However, networking can also be more formal, as in the case of interfirm alliances in which two or more partners cooperate to perform business activities that could include joint manufacturing or sales agreements (BarNir and Smith, 2002). SMEs can seek to cooperate in such discrete groups of firms to achieve benefits that would not be available to them independently (Sherer, 2003). Network ties with customers, suppliers and competitors provide access to advice, resources and problem-solving skills that enable firms to identify and seize opportunities, as well as to gather, share and respond to market intelligence more quickly and with less investment of time and other resources (Boso et al., 2013). These networks are thus beneficial to SMEs through information and cost sharing, technology transfers, improved abilities to outmatch stronger competitors, and access to new markets and resources (BarNir and Smith, 2002).

To gain a competitive advantage, it is important to combine network resources with the SME’s internal resources and capabilities (Liu and Yang, 2019). Hence, networking is not merely a means to obtain resources but a mode of being entrepreneurial (Anderson et al., 2010). For example, interfirm networking with other strategic SME network partners is positively related to the entrepreneurial behaviour of the firm, i.e. risk taking, proactiveness and innovativeness (Wincent and Westerberg, 2005). Entrepreneurial orientation, in turn, has been found to enhance SME participation in public procurement (Reijonen et al., 2016).

For a deeper understanding of SMEs’ rationale for networking in the case of bidding consortia, we utilise the central ideas from the business economics approach to networking. In general, Håkansson and Snehota (1989) suggest that firms interact with each other continuously. That is, they aim at success by forming and developing informal and formal relationships and networks, and by engaging in strategic networking in a goal-oriented manner (Miller et al., 2007). Companies that form alliances to bid on a public contract create an inter-organisational network in which the leading firm identifies the resources and competences of the network and coordinates it for the purposes of the project (Mamavi et al., 2017). Joint bidding can therefore be regarded as an expression of goal orientation and an endeavour to succeed. It also serves to develop and create relationships with other firms and actors. The fact that an ability to cooperate effectively is a focal skill needed in successful business operations nowadays (Hanna and Walsh, 2008) also applies to joint bidding and should be recognised by regulators and contracting authorities in public procurement. As many markets are in rapid change, networking and strategic collaboration enhances firms’ abilities to compete and innovate (Valkokari and Helander, 2007).

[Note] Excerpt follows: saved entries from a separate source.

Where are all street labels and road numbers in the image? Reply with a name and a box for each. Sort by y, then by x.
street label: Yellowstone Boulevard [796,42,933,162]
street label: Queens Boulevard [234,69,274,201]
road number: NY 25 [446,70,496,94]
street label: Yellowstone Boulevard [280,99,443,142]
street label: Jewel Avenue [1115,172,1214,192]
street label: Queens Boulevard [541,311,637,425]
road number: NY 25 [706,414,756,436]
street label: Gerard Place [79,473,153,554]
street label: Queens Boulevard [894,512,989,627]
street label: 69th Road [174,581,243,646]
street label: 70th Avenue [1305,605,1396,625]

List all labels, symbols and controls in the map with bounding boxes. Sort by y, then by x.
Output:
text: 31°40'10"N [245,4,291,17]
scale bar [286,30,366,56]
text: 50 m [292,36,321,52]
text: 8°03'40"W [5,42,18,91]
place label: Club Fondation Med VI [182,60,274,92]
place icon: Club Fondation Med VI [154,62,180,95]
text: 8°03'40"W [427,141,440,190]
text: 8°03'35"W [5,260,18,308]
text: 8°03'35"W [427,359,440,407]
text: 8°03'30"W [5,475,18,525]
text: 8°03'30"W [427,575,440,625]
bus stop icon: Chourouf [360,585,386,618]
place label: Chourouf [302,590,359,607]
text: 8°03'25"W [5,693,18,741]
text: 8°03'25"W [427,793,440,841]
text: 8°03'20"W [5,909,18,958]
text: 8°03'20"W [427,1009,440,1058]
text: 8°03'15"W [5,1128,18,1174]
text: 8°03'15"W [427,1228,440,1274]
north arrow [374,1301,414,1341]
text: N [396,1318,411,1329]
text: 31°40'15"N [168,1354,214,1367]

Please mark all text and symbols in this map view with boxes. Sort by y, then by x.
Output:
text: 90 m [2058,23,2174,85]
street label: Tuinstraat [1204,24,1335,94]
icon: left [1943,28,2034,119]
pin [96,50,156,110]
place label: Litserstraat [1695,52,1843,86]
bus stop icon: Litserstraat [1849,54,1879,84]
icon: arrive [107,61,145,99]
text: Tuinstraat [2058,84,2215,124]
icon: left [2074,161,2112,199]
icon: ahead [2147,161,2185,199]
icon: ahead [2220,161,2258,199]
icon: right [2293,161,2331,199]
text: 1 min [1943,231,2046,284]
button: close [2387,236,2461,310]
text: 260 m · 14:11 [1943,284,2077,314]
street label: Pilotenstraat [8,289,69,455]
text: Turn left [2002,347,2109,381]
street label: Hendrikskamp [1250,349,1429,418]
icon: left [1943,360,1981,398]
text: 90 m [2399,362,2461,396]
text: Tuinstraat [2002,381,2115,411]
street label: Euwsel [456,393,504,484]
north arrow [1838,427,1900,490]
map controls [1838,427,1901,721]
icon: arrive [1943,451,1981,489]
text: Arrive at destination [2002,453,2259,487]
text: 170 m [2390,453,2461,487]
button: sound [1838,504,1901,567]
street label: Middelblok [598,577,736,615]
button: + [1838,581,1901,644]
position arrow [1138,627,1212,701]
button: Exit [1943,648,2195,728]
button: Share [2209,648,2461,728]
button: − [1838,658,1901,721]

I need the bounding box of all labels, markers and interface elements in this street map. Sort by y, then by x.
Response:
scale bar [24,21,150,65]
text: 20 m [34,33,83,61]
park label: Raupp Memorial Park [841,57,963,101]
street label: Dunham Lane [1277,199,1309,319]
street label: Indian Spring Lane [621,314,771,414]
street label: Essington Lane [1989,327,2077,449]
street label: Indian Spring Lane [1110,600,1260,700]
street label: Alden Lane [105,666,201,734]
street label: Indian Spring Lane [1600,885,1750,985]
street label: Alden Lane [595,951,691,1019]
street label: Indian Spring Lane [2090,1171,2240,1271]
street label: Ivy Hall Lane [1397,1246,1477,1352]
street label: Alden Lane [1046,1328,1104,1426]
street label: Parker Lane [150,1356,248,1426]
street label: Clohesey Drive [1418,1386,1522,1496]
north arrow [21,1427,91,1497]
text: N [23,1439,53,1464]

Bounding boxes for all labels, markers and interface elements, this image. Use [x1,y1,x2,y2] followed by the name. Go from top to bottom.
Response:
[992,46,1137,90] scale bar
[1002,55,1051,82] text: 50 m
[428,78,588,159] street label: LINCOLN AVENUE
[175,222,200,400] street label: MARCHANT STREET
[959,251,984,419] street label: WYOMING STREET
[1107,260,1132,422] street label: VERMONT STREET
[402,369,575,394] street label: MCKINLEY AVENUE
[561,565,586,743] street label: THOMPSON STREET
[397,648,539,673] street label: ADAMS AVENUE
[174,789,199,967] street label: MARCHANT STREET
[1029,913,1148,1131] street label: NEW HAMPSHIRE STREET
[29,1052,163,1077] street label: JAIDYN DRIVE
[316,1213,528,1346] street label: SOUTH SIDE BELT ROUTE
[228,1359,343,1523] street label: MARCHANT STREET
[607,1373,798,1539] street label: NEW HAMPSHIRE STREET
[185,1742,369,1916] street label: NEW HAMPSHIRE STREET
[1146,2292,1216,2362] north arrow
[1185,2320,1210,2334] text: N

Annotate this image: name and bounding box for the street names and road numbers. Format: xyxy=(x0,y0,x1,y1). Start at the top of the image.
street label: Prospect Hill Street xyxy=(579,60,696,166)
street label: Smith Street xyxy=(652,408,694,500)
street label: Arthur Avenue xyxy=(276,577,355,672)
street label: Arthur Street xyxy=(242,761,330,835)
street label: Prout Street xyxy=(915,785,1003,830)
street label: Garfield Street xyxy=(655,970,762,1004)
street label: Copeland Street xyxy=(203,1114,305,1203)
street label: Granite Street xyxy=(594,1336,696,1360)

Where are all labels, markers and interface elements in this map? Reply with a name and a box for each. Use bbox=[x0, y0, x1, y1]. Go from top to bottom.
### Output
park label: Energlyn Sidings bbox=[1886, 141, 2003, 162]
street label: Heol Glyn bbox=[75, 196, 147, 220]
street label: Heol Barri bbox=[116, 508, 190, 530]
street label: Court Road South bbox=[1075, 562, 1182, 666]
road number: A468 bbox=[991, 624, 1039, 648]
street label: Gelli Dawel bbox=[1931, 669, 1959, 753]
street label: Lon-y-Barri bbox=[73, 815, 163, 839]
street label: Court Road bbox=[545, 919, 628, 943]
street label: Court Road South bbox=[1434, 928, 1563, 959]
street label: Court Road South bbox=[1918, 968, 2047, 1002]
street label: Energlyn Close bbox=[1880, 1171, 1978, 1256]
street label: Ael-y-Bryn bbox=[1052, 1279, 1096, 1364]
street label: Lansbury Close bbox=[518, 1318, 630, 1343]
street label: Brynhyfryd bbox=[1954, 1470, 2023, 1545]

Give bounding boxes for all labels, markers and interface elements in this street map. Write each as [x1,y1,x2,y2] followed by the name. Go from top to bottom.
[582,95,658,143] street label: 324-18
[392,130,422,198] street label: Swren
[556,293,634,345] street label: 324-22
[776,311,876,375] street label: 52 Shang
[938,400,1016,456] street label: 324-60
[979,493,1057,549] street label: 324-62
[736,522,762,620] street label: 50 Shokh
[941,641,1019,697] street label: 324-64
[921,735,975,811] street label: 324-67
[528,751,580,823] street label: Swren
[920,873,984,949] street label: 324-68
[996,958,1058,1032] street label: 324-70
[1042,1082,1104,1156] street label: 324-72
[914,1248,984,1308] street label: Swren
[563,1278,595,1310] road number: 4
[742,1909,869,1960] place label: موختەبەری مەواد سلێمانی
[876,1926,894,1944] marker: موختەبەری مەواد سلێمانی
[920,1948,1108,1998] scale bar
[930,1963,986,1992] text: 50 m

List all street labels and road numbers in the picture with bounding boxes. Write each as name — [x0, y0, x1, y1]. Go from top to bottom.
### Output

2.3 Vertical and horizontal networks and alliances

Firm alliances can be categorised as horizontal (e.g. with competitors and research institutions) and vertical (e.g. with suppliers and customers) (O'Dwyer and Gilmore, 2018). Various motivations drive the formation of horizontal and vertical ties, and they can also have various impacts (see Lechner et al., 2006). For example, Zeng et al. (2010) found that vertical interfirm collaboration played a more important role for innovation in SMEs than horizontal collaboration with research institutions and government agencies. Based on economic analysis, Parker (2008) argues that formal business networks between entrepreneurs enhance their own performance and bring efficiency and social welfare to the wider economy. However, Lamprinopoulou and Tregear (2011) show that horizontal relationships have little bearing on the marketing performance of SMEs if they are not supported by strong vertical relationships. Robson and Bennett (2000) also find that SMEs’ horizontal relations with other firms or collaboration with customers do not exhibit a significant link with performance. Their results show that collaboration with suppliers and private sector consultancies (e.g. lawyers) is beneficial for performance, while government-backed providers of advice have no significant association with it.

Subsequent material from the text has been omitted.